Work item:
Each line of the records is to be returned verbatim, with the images omitted.

Source data:
=== Begin Enclosure ===
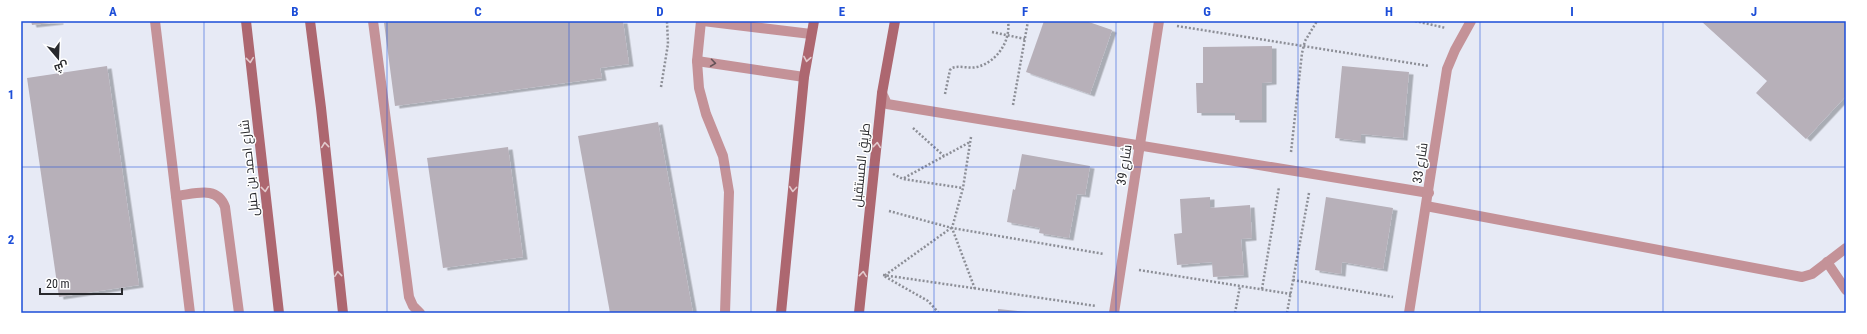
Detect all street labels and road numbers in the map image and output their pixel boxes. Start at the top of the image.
street label: شارع احمد بن حنبل [236,119,263,217]
street label: طريق المستقبل [849,122,873,208]
street label: شارع 33 [1409,142,1432,185]
street label: شارع 39 [1113,144,1136,187]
=== End Enclosure ===
Exercise solution:
Detect all street labels and road numbers in the map image and output their pixel boxes. Start at the top of the image.
street label: شارع احمد بن حنبل [236,119,263,217]
street label: طريق المستقبل [849,122,873,208]
street label: شارع 33 [1409,142,1432,185]
street label: شارع 39 [1113,144,1136,187]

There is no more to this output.